Excerpted data:
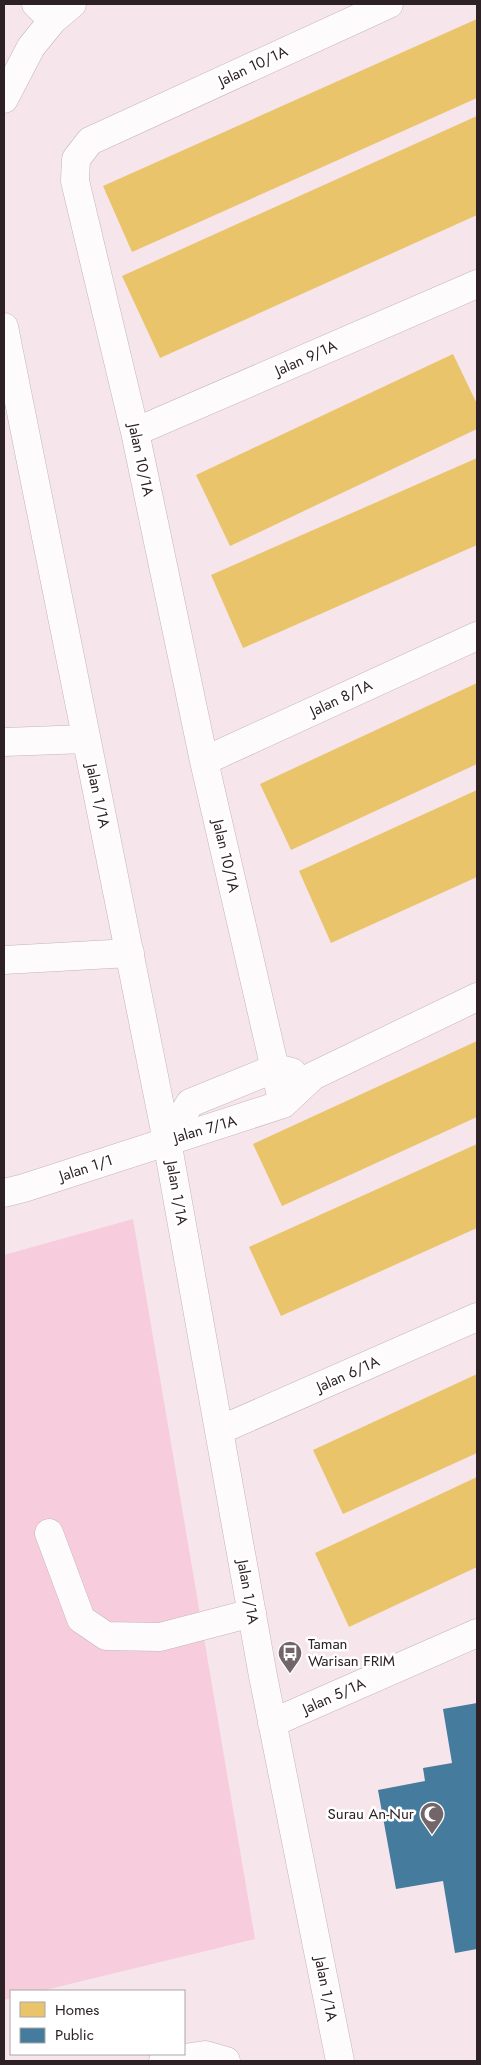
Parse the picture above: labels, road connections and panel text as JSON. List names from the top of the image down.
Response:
{
  "streets": {
    "street": [
      "Jalan 10/1A",
      "Jalan 9/1A",
      "Jalan 8/1A",
      "Jalan 1/1A",
      "Jalan 7/1A",
      "Jalan 1/1",
      "Jalan 6/1A",
      "Jalan 5/1A"
    ]
  },
  "crossings": [
    ["Jalan 10/1A", "Jalan 9/1A"],
    ["Jalan 10/1A", "Jalan 8/1A"],
    ["Jalan 10/1A", "Jalan 7/1A"],
    ["Jalan 1/1A", "Jalan 7/1A"],
    ["Jalan 1/1A", "Jalan 1/1"],
    ["Jalan 1/1A", "Jalan 6/1A"],
    ["Jalan 1/1A", "Jalan 5/1A"],
    ["Jalan 7/1A", "Jalan 1/1"]
  ],
  "places": {
    "bus stop": ["Taman Warisan FRIM"],
    "mosque": ["Surau An-Nur"]
  },
  "legend": ["Homes", "Public"]
}
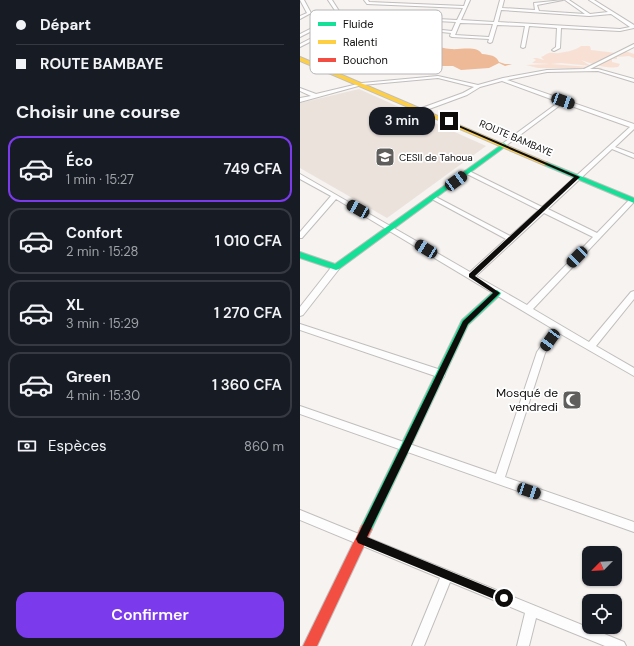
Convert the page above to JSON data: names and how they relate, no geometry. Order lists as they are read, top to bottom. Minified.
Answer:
{"streets":{"street":["ROUTE BAMBAYE"]},"places":{"school or university":["CESII de Tahoua"],"mosque":["Mosqué de vendredi"]},"legend":["Fluide","Ralenti","Bouchon"],"north":"bottom left","page":{"banner":["Départ","ROUTE BAMBAYE"],"heading":"Choisir une course","bubble":"3 min","list":[{"name":"Éco","note":"1 min · 15:27","value":"749 CFA"},{"name":"Confort","note":"2 min · 15:28","value":"1 010 CFA"},{"name":"XL","note":"3 min · 15:29","value":"1 270 CFA"},{"name":"Green","note":"4 min · 15:30","value":"1 360 CFA"}],"pay":["Espèces","860 m"],"buttons":"Confirmer"}}
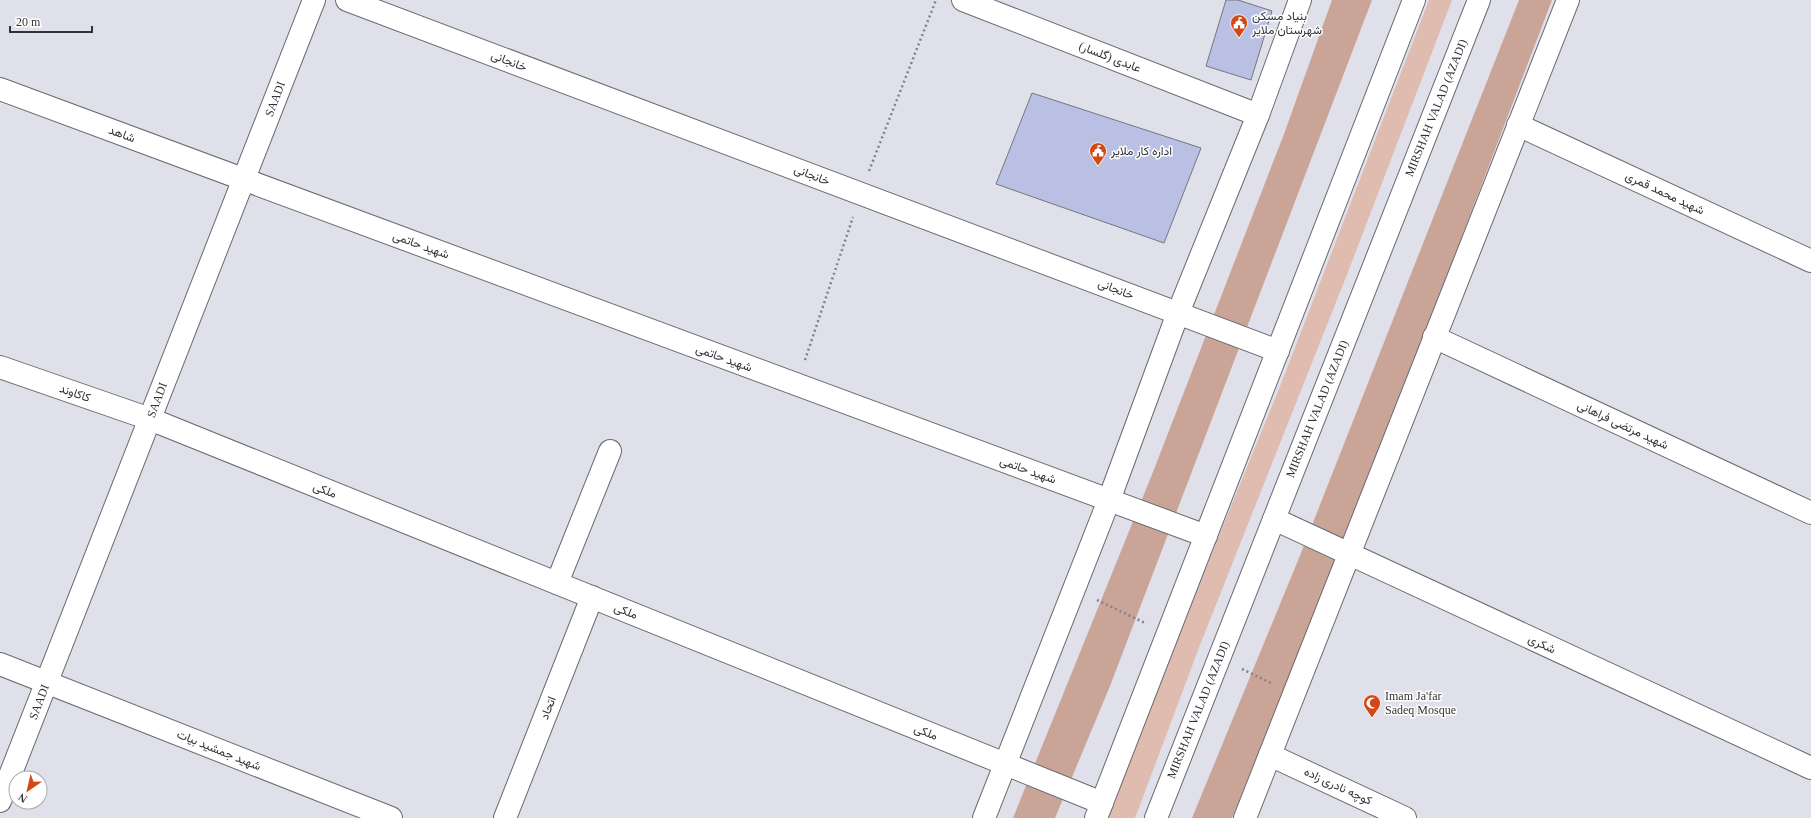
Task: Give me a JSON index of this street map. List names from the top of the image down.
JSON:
{
  "streets": {
    "street": [
      "عابدی (گلسار)",
      "خانجانی",
      "SAADI",
      "MIRSHAH VALAD (AZADI)",
      "شاهد",
      "شهید محمد قمری",
      "شهید حاتمی",
      "کاکاوند",
      "شهید مرتضی فراهانی",
      "ملکی",
      "شکری",
      "اتحاد",
      "شهید جمشید بیات",
      "کوچه نادری زاده"
    ]
  },
  "crossings": [
    ["SAADI", "شاهد"],
    ["SAADI", "شهید حاتمی"],
    ["SAADI", "کاکاوند"],
    ["SAADI", "ملکی"],
    ["SAADI", "شهید جمشید بیات"],
    ["MIRSHAH VALAD (AZADI)", "شکری"],
    ["شاهد", "شهید حاتمی"],
    ["کاکاوند", "ملکی"],
    ["ملکی", "اتحاد"]
  ],
  "places": {
    "public building": ["بنیاد مسکن شهرستان ملایر", "اداره کار ملایر"],
    "mosque": ["Imam Ja'far Sadeq Mosque"]
  },
  "scale_bar": "20 m",
  "north": "bottom left"
}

To do:
Every record must be set down again exactly; pictures do not belong in the copy.

Expected output:
Parse the picture above: labels, road connections and panel text as JSON. List names from the top of the image down.
Response:
{
  "streets": {
    "street": [
      "Jalan 10/1A",
      "Jalan 9/1A",
      "Jalan 8/1A",
      "Jalan 1/1A",
      "Jalan 7/1A",
      "Jalan 1/1",
      "Jalan 6/1A",
      "Jalan 5/1A"
    ]
  },
  "crossings": [
    ["Jalan 10/1A", "Jalan 9/1A"],
    ["Jalan 10/1A", "Jalan 8/1A"],
    ["Jalan 10/1A", "Jalan 7/1A"],
    ["Jalan 1/1A", "Jalan 7/1A"],
    ["Jalan 1/1A", "Jalan 1/1"],
    ["Jalan 1/1A", "Jalan 6/1A"],
    ["Jalan 1/1A", "Jalan 5/1A"],
    ["Jalan 7/1A", "Jalan 1/1"]
  ],
  "places": {
    "bus stop": ["Taman Warisan FRIM"],
    "mosque": ["Surau An-Nur"]
  },
  "legend": ["Homes", "Public"]
}
Convert the page above to JSON data: names and how they relate, no geometry. Order lists as they are read, top to bottom. Minified.
Answer:
{"streets":{"street":["ROUTE BAMBAYE"]},"places":{"school or university":["CESII de Tahoua"],"mosque":["Mosqué de vendredi"]},"legend":["Fluide","Ralenti","Bouchon"],"north":"bottom left","page":{"banner":["Départ","ROUTE BAMBAYE"],"heading":"Choisir une course","bubble":"3 min","list":[{"name":"Éco","note":"1 min · 15:27","value":"749 CFA"},{"name":"Confort","note":"2 min · 15:28","value":"1 010 CFA"},{"name":"XL","note":"3 min · 15:29","value":"1 270 CFA"},{"name":"Green","note":"4 min · 15:30","value":"1 360 CFA"}],"pay":["Espèces","860 m"],"buttons":"Confirmer"}}
Task: Give me a JSON index of this street map. List names from the top of the image down.
JSON:
{
  "streets": {
    "street": [
      "عابدی (گلسار)",
      "خانجانی",
      "SAADI",
      "MIRSHAH VALAD (AZADI)",
      "شاهد",
      "شهید محمد قمری",
      "شهید حاتمی",
      "کاکاوند",
      "شهید مرتضی فراهانی",
      "ملکی",
      "شکری",
      "اتحاد",
      "شهید جمشید بیات",
      "کوچه نادری زاده"
    ]
  },
  "crossings": [
    ["SAADI", "شاهد"],
    ["SAADI", "شهید حاتمی"],
    ["SAADI", "کاکاوند"],
    ["SAADI", "ملکی"],
    ["SAADI", "شهید جمشید بیات"],
    ["MIRSHAH VALAD (AZADI)", "شکری"],
    ["شاهد", "شهید حاتمی"],
    ["کاکاوند", "ملکی"],
    ["ملکی", "اتحاد"]
  ],
  "places": {
    "public building": ["بنیاد مسکن شهرستان ملایر", "اداره کار ملایر"],
    "mosque": ["Imam Ja'far Sadeq Mosque"]
  },
  "scale_bar": "20 m",
  "north": "bottom left"
}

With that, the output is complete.